Hey @trouble-maker007,

I changed my torch version to solve it.

pip install torch==1.11.0+cu113 torchvision==0.12.0+cu113 torchaudio==0.11.0 --extra-index-url https://download.pytorch.org/whl/cu113

I also had bunch of other issues later, also mentioning them if you face same. Issue:

ImportError: /lib/x86_64-linux-gnu/libstdc++.so.6: version `GLIBCXX_3.4.30' not found (required by /admin/home-satpal/anaconda3/envs/OpenChatKit/lib/python3.10/site-packages/faiss/../../../libfaiss.so)

Solution:

conda install libgcc

Issue:

OSError: Could not find/load shared object file: libllvmlite.so
 Error was: /admin/home-satpal/anaconda3/lib/libstdc++.so.6: version `GLIBCXX_3.4.30' not found (required by /admin/home-satpal/anaconda3/envs/OpenChatKit/lib/python3.10/site-packages/llvmlite/binding/../../../../libLLVM-11.so)

Solution

conda uninstall llvmlite
pip install llvmlite

Issue:

no module named 'package'

Solution:

pip3 install --upgrade pip
pip3 install packaging

Issue:

dataset require "pandas"

Solution:

pip install pandas

Issue:

self._df_sentences = pd.read_parquet(wiki_sentence_path, engine='fastparquet')
ImportError: Missing optional dependency 'fastparquet'. fastparquet is required for parquet support.

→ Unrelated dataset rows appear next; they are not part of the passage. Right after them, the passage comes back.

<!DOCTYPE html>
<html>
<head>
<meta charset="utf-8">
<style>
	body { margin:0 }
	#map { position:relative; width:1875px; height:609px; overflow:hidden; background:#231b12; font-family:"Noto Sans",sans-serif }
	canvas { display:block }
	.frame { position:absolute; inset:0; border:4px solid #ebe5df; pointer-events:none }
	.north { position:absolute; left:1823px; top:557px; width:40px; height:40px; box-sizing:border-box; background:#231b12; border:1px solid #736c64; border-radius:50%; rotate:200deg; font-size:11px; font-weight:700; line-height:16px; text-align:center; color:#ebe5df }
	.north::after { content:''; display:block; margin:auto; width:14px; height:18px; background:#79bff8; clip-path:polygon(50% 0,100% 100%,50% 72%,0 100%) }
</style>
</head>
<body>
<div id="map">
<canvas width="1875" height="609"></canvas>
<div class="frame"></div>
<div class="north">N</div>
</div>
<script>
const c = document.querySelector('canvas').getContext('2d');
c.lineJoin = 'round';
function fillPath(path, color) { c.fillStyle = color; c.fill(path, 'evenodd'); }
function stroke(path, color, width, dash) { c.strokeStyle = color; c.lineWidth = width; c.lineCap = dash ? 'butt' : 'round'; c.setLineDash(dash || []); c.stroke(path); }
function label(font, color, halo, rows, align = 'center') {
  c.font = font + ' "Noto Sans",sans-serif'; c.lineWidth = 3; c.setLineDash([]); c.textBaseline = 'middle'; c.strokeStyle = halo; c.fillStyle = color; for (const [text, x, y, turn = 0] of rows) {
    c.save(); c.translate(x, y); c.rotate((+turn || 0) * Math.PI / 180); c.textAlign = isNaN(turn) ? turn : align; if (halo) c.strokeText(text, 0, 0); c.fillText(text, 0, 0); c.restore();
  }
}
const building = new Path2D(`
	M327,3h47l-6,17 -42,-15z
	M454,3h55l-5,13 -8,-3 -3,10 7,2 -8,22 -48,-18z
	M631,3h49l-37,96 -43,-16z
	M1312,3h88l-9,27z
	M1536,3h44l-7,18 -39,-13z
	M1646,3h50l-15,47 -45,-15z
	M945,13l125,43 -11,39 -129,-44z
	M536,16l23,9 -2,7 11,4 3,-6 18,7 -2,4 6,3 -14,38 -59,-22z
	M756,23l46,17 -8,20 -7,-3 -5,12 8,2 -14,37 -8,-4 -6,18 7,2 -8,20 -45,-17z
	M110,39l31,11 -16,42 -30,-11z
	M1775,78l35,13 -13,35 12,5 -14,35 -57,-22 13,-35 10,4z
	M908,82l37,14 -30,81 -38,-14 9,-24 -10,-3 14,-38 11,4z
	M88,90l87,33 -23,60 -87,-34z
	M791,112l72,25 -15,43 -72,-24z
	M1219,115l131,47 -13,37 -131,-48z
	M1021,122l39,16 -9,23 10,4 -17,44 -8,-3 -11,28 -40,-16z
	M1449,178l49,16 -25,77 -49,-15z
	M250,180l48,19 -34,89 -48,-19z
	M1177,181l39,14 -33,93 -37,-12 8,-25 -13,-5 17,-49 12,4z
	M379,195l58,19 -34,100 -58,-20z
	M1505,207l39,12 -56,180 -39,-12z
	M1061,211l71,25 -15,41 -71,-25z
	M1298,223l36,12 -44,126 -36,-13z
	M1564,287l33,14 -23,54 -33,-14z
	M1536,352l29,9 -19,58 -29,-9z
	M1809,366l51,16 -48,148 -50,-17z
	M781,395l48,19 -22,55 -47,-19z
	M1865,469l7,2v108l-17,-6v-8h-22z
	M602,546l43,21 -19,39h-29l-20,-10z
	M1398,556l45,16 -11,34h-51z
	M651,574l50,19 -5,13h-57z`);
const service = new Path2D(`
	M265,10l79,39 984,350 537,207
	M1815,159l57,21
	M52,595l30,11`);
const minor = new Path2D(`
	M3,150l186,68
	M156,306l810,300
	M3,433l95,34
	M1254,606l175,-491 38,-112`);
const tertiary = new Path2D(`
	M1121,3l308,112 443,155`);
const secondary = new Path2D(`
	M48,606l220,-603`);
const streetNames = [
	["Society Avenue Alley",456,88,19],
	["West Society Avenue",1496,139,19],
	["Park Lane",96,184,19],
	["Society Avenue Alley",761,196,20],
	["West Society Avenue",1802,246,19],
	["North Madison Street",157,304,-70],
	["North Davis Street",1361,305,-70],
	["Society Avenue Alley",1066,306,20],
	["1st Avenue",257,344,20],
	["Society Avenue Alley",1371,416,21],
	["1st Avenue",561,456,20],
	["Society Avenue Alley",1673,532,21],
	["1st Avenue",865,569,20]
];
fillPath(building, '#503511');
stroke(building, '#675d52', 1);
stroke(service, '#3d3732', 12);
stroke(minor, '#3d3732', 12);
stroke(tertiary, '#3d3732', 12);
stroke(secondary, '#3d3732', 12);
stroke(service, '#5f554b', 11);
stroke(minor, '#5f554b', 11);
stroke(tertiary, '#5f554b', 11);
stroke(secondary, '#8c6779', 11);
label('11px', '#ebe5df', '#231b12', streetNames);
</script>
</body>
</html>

Use pip or conda to install fastparquet.

Solution:

pip install fastparquet

better629 commented 1 year ago

You can inference it with multi-gpus using accelerate, the updated code in bot.py is below:

from accelerate import dispatch_model

class ChatModel:
    human_id = "<human>"
    bot_id = "<bot>"

    def __init__(self, model_name, gpu_id):
        kwargs = dict(
            # load_in_8bit=True,
            torch_dtype=torch.float16,
            device_map="auto",  # "balanced_low_0"
        )
        self._model = AutoModelForCausalLM.from_pretrained(
            model_name, **kwargs)

        self._model = dispatch_model(
            model=self._model,
            device_map=self._model.hf_device_map
        )

        self._tokenizer = AutoTokenizer.from_pretrained(model_name, use_auth_token=True)

The environment is

Ubuntu 20.04
Nvidia GTX 3090 * 4
CUDA Version: 11.7
Torch: 1.13.1
accelerate: 0.16.0

I have 2 3090 cards available, and it costs about 42G cuda-mem with above script. The launch cmd is CUDA_VISIBLE_DEVICES=2,3 python3 bot.py --model=/path/to/GPT-NeoXT-Chat-Base-20B

But it seems that the QA ability is poor and inference cost long time ( 30-40 secs with max_new_tokens=256). Here is a QA example

Q: where is china
A:
: china is a country in east asia.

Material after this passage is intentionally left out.